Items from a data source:

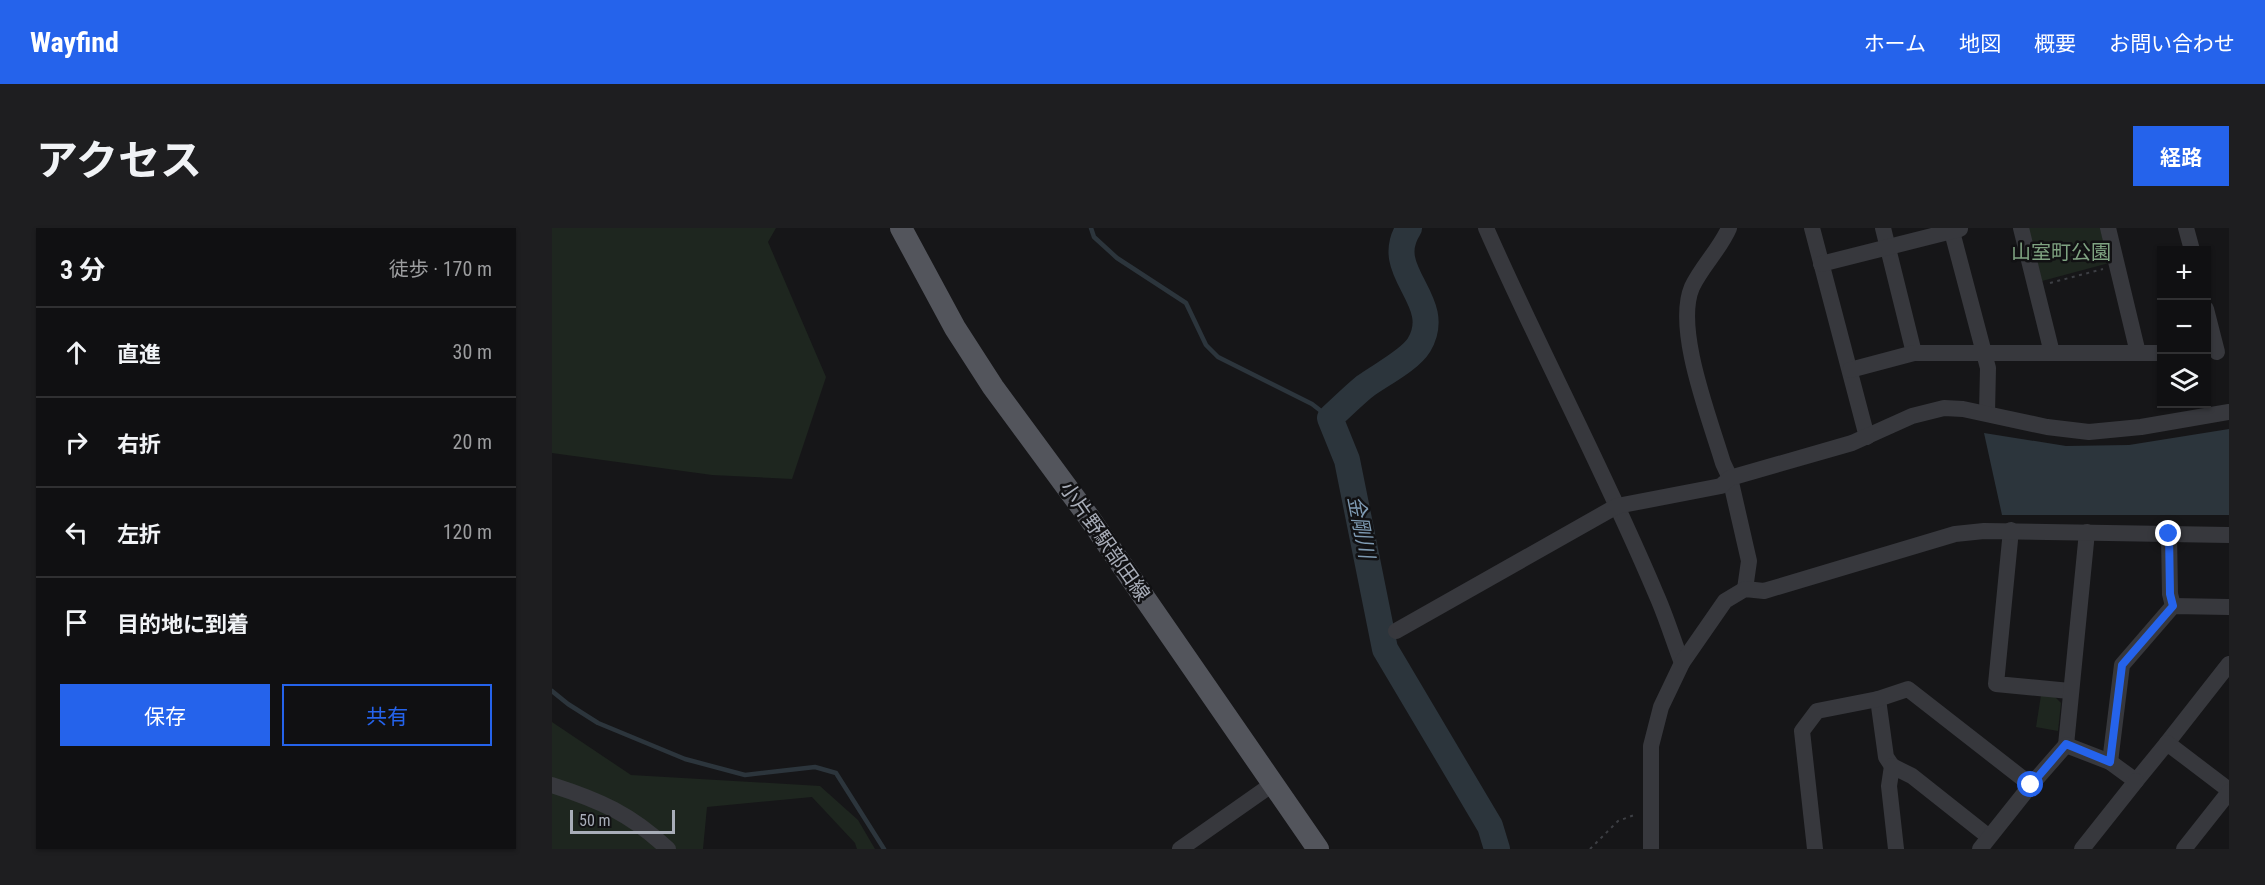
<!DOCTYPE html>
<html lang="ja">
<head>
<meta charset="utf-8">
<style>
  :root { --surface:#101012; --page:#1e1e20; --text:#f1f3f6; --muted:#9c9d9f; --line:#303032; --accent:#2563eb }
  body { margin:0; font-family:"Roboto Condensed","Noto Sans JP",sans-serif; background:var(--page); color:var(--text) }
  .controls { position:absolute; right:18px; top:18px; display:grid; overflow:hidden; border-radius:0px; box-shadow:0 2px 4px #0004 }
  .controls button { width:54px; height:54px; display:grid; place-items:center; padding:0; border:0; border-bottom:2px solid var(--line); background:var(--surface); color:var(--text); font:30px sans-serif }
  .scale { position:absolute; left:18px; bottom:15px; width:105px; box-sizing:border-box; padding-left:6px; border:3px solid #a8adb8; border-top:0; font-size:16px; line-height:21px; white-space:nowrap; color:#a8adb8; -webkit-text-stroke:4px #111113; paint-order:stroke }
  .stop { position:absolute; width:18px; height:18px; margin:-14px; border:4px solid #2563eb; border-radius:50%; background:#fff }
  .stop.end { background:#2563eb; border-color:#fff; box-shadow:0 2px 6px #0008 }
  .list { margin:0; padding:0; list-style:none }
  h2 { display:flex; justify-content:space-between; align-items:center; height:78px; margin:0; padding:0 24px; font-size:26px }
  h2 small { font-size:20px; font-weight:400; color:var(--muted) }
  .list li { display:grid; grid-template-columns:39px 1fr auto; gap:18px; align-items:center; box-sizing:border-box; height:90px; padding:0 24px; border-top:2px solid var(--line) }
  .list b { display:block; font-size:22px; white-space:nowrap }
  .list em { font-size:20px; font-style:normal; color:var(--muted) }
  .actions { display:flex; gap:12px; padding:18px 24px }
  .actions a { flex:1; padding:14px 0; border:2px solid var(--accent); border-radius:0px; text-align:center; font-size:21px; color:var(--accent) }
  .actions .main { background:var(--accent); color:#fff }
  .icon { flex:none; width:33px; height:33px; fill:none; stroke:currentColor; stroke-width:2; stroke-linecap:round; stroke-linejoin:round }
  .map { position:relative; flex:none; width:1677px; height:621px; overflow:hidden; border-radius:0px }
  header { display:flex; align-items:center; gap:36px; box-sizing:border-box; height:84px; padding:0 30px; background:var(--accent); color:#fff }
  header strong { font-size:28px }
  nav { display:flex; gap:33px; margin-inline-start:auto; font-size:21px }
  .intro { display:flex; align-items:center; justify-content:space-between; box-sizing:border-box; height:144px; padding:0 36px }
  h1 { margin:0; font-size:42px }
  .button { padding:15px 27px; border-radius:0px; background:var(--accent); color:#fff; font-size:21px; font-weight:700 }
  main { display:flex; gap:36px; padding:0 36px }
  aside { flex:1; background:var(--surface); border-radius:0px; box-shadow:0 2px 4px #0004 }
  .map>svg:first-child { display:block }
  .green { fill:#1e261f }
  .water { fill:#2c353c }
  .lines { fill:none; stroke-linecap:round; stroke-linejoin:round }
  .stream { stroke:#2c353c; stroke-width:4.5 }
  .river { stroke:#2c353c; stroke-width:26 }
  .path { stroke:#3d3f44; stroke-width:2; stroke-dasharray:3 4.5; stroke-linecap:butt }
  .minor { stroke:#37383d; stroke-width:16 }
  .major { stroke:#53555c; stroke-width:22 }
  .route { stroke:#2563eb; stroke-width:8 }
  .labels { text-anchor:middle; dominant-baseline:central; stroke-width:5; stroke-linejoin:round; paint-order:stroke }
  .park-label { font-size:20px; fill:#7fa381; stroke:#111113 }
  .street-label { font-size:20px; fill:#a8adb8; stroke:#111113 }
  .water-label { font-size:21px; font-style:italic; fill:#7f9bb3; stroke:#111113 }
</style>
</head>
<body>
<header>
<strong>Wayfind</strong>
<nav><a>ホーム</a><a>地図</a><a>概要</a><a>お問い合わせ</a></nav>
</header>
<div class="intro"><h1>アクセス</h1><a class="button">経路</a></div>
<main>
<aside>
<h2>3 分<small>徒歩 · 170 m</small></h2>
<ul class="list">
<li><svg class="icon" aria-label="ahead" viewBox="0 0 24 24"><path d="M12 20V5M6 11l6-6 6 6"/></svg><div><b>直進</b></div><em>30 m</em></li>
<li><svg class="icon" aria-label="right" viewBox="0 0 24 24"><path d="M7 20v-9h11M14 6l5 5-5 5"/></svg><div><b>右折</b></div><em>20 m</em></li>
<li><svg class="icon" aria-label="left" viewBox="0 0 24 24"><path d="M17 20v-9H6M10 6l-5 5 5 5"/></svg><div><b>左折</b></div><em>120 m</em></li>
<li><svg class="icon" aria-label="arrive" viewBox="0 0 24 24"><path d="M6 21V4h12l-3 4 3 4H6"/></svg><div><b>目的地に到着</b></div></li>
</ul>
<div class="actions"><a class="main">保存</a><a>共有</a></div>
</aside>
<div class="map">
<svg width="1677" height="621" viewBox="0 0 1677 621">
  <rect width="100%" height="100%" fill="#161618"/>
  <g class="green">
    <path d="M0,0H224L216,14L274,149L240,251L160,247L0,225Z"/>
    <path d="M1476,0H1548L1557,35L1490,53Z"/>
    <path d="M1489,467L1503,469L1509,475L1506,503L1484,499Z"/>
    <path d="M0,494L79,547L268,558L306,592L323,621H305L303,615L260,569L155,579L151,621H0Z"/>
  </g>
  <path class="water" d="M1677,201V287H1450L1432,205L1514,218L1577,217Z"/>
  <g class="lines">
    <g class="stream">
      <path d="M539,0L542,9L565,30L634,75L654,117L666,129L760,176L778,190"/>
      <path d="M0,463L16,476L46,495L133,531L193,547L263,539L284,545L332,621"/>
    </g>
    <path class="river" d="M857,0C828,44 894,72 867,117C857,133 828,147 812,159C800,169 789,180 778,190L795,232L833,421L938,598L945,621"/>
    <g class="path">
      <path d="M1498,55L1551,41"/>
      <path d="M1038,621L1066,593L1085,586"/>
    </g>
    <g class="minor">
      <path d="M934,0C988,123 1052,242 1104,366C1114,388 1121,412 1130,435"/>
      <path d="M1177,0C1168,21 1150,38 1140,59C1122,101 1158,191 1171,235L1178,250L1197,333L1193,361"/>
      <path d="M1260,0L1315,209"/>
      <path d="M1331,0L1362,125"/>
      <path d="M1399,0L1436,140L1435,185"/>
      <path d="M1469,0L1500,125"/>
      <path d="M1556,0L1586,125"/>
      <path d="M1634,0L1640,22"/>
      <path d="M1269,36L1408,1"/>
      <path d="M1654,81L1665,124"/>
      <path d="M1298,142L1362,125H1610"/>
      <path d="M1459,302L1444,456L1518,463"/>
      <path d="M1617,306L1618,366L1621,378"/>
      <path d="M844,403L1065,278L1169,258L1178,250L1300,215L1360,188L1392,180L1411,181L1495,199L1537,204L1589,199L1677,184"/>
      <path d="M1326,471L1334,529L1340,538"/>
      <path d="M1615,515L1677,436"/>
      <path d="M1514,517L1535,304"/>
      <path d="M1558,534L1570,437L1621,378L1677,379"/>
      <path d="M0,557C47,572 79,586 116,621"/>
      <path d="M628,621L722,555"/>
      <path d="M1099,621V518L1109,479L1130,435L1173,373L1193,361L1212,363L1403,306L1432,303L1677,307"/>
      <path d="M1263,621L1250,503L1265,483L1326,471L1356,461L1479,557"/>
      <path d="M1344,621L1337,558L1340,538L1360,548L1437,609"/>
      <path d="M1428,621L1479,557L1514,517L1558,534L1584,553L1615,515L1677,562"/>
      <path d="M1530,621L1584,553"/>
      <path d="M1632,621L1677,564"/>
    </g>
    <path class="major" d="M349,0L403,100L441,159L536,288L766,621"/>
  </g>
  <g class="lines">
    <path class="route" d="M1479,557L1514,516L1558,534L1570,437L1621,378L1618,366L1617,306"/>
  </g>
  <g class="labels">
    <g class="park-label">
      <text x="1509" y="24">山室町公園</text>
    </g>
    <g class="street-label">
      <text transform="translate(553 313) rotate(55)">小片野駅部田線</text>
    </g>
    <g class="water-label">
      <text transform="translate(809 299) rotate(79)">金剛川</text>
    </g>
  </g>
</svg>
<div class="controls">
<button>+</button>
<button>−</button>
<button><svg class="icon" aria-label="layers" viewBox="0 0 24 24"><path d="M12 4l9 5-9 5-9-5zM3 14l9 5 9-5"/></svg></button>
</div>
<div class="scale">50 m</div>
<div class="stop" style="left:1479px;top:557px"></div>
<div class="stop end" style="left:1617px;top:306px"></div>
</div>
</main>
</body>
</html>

WORK ORDER: Say how many lines of the records include the word "body", and give nothing but the number.

EXERCISE ANSWER: 3